Stored items:
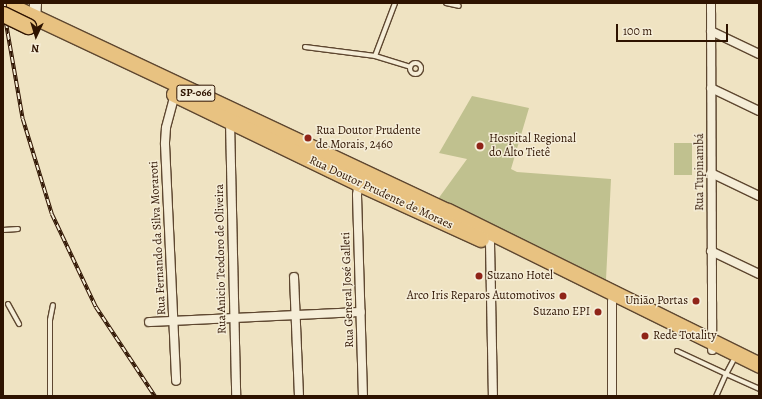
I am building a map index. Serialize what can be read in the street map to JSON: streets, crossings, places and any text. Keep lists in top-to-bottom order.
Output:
{
  "streets": {
    "highway": ["SP-066", "Rua Doutor Prudente de Moraes"],
    "street": [
      "Rua Tupinambá",
      "Rua Fernando da Silva Moraroti",
      "Rua Anicio Teodoro de Oliveira",
      "Rua General José Galleti"
    ]
  },
  "crossings": [
    ["Rua Tupinambá", "Rua Doutor Prudente de Moraes"],
    ["Rua Doutor Prudente de Moraes", "Rua Fernando da Silva Moraroti"],
    ["Rua Doutor Prudente de Moraes", "Rua Anicio Teodoro de Oliveira"],
    ["Rua Doutor Prudente de Moraes", "Rua General José Galleti"]
  ],
  "places": [
    "Rua Doutor Prudente de Morais, 2460",
    "Hospital Regional do Alto Tietê",
    "Suzano Hotel",
    "Arco Iris Reparos Automotivos",
    "União Portas",
    "Suzano EPI",
    "Rede Totality"
  ],
  "scale_bar": "100 m",
  "north": "bottom"
}
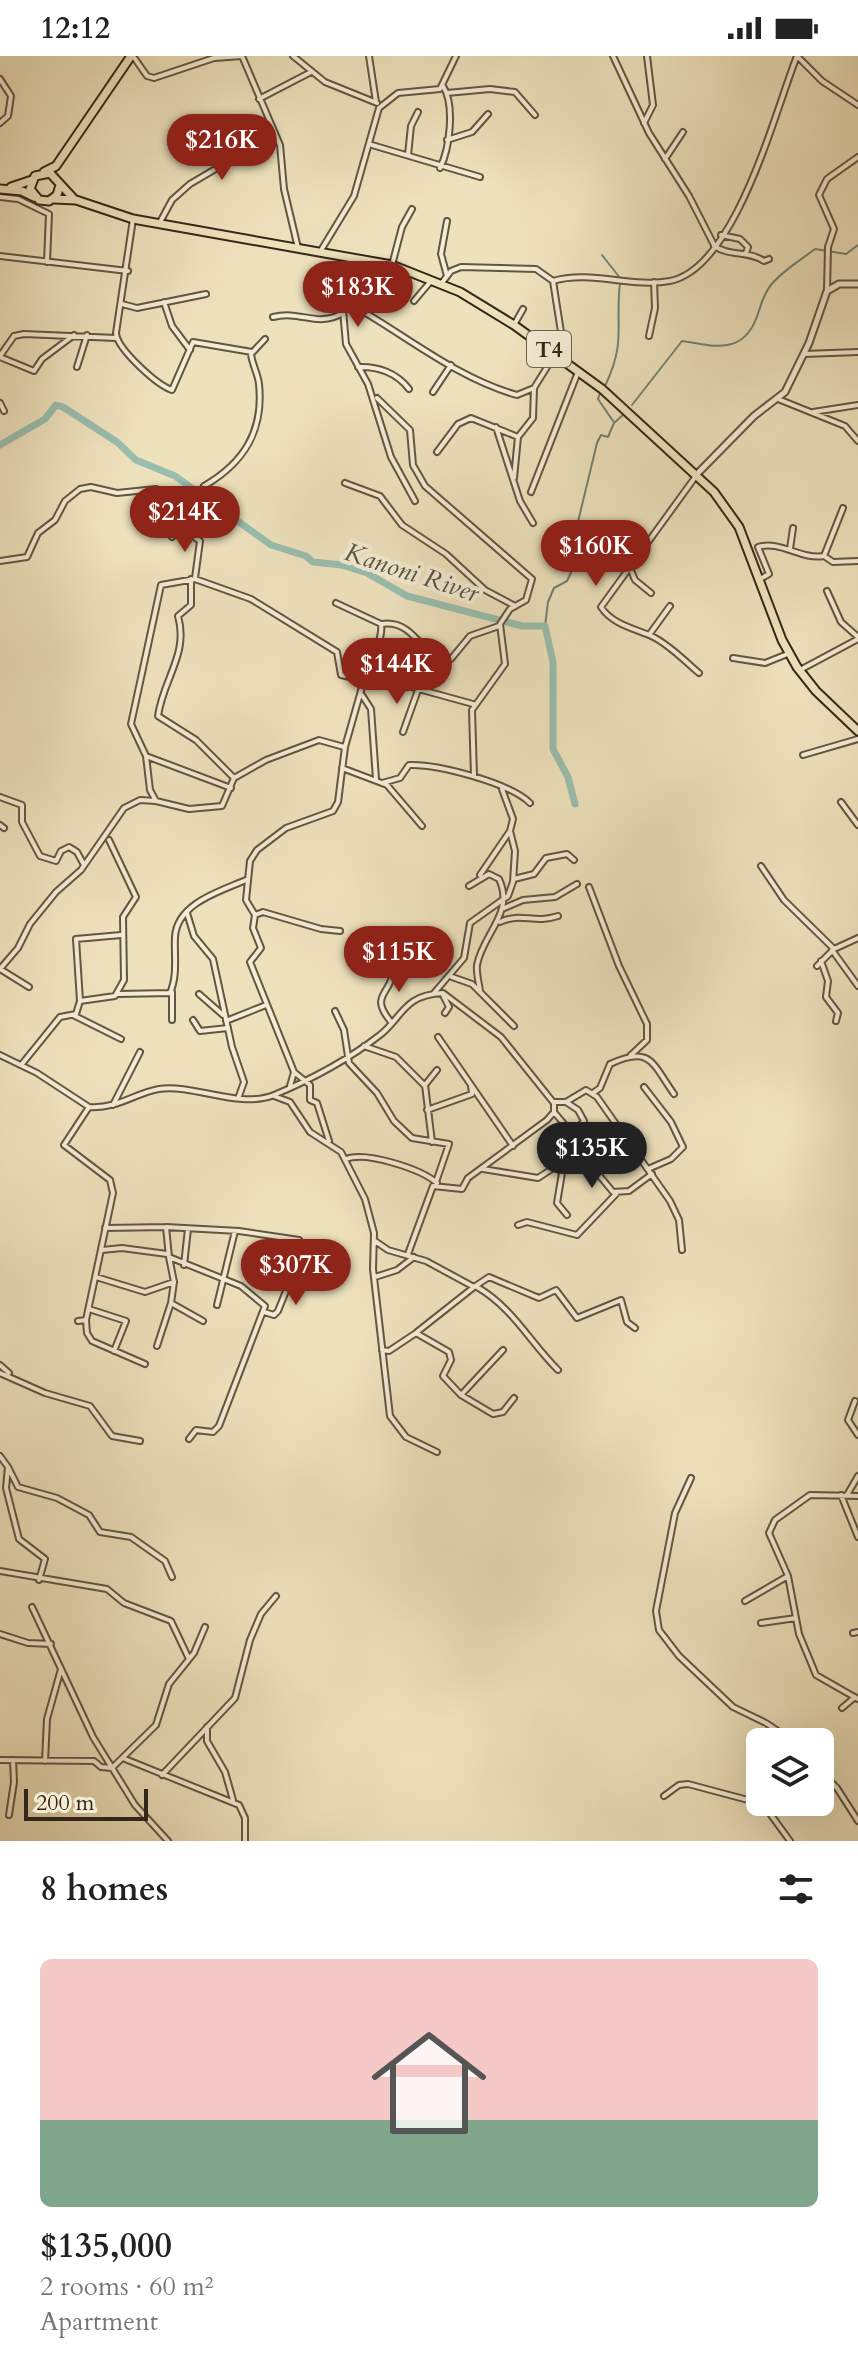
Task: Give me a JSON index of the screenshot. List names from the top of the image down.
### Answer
{
  "streets": {
    "main road": ["T4"]
  },
  "water": ["Kanoni River"],
  "scale_bar": "200 m",
  "page": {
    "status": "12:12",
    "price": [
      "$216K",
      "$183K",
      "$214K",
      "$160K",
      "$144K",
      "$115K",
      "$135K",
      "$307K"
    ],
    "scale": "200 m",
    "heading": "8 homes",
    "list": [
      {
        "name": "$135,000",
        "note": "2 rooms · 60 m² · Apartment"
      }
    ]
  }
}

YOUR INSTRUCTIONS:
Whenever a line above contains "JSON", copy that line.

ANSWER TO THIS PROBLEM:
I am building a map index. Serialize what can be read in the street map to JSON: streets, crossings, places and any text. Keep lists in top-to-bottom order.
Task: Give me a JSON index of the screenshot. List names from the top of the image down.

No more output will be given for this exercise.